** RECORD EXCERPTS follows **

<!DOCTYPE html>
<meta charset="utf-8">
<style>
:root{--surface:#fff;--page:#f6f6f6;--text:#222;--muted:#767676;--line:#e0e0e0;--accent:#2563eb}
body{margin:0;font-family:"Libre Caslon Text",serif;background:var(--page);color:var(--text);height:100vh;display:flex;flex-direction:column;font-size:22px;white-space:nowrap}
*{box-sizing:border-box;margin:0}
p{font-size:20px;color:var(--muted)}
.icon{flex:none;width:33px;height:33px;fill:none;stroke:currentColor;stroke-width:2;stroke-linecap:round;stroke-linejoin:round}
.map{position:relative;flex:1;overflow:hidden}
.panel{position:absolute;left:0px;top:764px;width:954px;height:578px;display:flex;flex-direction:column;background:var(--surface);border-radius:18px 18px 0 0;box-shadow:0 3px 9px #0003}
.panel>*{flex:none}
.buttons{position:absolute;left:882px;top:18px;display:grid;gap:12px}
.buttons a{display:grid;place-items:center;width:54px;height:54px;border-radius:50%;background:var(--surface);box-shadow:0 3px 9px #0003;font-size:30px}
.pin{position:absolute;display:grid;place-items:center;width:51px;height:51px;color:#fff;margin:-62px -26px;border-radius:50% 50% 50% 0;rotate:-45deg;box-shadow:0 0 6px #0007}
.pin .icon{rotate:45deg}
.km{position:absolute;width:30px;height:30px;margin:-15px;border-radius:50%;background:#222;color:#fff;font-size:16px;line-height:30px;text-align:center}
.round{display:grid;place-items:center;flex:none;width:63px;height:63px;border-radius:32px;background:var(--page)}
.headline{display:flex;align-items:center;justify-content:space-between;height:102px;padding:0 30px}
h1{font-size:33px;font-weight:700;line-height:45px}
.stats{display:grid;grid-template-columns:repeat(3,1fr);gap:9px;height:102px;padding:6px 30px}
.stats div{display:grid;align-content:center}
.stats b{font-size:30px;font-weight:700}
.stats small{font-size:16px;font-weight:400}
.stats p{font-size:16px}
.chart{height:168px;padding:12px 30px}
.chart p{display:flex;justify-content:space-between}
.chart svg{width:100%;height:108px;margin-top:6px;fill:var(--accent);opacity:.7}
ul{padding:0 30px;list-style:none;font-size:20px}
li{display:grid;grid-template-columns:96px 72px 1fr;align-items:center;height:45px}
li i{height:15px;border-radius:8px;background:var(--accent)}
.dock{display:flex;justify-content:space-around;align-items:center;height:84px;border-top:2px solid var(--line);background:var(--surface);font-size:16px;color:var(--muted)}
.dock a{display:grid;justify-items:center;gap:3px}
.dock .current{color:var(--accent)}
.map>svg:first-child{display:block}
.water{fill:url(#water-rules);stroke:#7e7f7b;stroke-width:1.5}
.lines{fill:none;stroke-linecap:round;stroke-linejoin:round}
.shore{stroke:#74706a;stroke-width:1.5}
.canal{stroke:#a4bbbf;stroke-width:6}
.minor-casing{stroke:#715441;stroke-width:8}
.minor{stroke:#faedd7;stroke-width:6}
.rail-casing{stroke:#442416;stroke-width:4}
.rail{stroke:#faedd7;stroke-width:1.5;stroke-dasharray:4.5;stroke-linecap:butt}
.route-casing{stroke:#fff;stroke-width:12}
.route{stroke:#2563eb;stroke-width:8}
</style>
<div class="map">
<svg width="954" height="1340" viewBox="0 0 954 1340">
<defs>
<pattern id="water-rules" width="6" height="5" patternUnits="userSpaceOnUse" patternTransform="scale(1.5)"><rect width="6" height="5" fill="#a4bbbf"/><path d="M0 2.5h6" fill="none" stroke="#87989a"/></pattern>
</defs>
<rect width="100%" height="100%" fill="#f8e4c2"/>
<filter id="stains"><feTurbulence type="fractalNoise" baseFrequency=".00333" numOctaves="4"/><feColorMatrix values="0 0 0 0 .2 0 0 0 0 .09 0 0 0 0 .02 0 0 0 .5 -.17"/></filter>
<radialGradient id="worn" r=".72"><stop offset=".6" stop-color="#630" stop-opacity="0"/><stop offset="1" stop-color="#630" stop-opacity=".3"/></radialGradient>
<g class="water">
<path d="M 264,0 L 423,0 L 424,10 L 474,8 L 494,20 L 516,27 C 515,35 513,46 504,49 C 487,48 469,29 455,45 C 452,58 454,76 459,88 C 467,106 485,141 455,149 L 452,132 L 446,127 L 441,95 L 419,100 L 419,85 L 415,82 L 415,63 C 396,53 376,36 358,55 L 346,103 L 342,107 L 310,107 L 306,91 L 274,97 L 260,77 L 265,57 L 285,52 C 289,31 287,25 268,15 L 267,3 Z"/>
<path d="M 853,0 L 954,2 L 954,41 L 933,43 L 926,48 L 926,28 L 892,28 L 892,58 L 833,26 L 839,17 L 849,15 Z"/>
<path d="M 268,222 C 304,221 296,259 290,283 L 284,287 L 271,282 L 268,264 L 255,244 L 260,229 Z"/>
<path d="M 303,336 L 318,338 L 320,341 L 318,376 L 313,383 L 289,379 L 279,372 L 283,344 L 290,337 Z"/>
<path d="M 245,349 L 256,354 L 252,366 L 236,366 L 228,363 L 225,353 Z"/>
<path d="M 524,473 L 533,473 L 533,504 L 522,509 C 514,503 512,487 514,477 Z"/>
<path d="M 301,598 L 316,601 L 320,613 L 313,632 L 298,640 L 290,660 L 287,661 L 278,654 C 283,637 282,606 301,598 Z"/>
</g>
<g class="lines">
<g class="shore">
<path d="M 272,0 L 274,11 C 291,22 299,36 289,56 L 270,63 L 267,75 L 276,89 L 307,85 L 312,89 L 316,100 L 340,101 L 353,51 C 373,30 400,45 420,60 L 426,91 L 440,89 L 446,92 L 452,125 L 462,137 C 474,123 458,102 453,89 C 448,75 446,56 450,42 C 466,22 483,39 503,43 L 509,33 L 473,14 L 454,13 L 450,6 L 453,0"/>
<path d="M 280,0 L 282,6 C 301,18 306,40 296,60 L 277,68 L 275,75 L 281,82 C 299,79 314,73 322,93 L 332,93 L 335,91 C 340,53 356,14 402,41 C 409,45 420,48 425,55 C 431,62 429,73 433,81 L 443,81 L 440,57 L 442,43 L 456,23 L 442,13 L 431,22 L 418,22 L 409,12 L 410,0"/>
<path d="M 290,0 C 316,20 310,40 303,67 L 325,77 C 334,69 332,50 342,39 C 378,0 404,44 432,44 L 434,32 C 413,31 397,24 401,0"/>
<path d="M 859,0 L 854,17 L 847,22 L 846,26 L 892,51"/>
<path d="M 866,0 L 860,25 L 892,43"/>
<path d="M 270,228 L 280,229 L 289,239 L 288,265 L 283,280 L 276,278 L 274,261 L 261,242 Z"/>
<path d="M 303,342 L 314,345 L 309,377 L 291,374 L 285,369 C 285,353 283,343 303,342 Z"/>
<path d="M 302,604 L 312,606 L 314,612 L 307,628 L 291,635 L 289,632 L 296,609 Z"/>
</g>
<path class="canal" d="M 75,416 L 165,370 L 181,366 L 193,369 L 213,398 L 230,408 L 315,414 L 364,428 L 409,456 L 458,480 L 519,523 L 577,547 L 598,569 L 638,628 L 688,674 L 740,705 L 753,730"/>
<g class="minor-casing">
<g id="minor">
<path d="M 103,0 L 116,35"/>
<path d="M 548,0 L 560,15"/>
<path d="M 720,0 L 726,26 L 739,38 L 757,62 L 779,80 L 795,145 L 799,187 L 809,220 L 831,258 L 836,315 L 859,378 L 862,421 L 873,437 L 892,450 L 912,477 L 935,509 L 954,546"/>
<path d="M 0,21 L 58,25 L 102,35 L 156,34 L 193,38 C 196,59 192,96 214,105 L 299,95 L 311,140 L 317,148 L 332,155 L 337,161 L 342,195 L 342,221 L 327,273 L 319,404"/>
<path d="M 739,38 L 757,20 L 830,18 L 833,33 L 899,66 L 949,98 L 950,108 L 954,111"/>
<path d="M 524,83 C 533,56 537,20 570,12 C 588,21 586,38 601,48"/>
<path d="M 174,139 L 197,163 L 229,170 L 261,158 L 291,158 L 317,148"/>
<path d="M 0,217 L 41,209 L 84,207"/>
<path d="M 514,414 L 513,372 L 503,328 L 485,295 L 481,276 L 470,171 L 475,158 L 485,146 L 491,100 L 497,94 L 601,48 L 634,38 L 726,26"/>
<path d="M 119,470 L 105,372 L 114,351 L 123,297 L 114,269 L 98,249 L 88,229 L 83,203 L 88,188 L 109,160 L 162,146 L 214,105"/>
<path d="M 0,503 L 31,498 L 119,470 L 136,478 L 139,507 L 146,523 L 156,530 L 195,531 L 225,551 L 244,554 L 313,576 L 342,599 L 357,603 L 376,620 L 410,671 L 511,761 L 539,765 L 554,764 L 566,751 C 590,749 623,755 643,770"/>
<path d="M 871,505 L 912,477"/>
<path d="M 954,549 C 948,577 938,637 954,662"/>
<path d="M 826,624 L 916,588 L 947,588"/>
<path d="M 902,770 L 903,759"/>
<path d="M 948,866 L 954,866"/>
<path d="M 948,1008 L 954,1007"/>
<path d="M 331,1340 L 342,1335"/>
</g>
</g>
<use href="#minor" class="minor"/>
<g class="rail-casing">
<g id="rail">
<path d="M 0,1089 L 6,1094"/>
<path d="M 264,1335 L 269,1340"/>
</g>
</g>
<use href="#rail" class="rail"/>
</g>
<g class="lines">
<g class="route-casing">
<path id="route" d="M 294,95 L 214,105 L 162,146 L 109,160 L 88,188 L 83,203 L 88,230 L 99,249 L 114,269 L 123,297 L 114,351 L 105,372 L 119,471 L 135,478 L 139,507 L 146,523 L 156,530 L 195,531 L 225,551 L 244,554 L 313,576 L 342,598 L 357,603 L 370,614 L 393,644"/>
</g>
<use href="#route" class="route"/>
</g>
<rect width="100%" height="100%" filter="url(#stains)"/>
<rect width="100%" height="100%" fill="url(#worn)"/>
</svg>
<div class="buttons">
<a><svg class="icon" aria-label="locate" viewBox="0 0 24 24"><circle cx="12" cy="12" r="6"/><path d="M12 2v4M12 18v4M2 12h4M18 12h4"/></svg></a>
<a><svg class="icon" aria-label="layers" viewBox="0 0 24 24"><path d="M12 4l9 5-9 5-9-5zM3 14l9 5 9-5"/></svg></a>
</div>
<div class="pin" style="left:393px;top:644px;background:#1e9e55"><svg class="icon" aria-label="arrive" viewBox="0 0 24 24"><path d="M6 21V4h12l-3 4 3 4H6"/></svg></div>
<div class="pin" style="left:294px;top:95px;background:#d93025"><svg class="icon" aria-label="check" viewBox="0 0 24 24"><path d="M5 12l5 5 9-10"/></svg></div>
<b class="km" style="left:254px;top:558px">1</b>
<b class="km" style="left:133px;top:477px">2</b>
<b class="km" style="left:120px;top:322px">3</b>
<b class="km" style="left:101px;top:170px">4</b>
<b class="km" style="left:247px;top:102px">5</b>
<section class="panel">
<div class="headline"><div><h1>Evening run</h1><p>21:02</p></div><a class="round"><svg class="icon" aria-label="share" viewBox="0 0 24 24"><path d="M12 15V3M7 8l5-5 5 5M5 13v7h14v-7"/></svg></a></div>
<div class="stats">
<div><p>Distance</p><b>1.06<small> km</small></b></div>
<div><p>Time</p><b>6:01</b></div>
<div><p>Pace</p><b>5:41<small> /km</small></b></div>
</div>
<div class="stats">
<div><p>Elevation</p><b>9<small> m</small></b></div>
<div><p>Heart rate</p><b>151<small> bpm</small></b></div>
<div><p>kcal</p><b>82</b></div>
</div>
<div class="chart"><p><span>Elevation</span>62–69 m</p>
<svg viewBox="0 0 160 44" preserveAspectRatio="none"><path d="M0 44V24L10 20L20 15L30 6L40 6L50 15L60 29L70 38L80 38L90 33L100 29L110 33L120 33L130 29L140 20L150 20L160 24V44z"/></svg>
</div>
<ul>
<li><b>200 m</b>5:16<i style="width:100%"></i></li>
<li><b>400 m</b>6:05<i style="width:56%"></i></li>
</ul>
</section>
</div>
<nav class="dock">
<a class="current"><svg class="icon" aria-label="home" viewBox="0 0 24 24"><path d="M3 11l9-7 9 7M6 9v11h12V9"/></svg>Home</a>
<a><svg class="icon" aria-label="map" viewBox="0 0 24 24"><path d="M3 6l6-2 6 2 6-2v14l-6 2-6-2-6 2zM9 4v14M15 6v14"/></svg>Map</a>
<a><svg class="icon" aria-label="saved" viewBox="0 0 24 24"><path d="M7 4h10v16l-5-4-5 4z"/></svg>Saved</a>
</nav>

** End of RECORD EXCERPTS **

From the records above, reproduce exactly the lines from the one with "11l9-7 9 7M6" to the one with "6 2 6-2v14l-6", both included, and no others.

<a class="current"><svg class="icon" aria-label="home" viewBox="0 0 24 24"><path d="M3 11l9-7 9 7M6 9v11h12V9"/></svg>Home</a>
<a><svg class="icon" aria-label="map" viewBox="0 0 24 24"><path d="M3 6l6-2 6 2 6-2v14l-6 2-6-2-6 2zM9 4v14M15 6v14"/></svg>Map</a>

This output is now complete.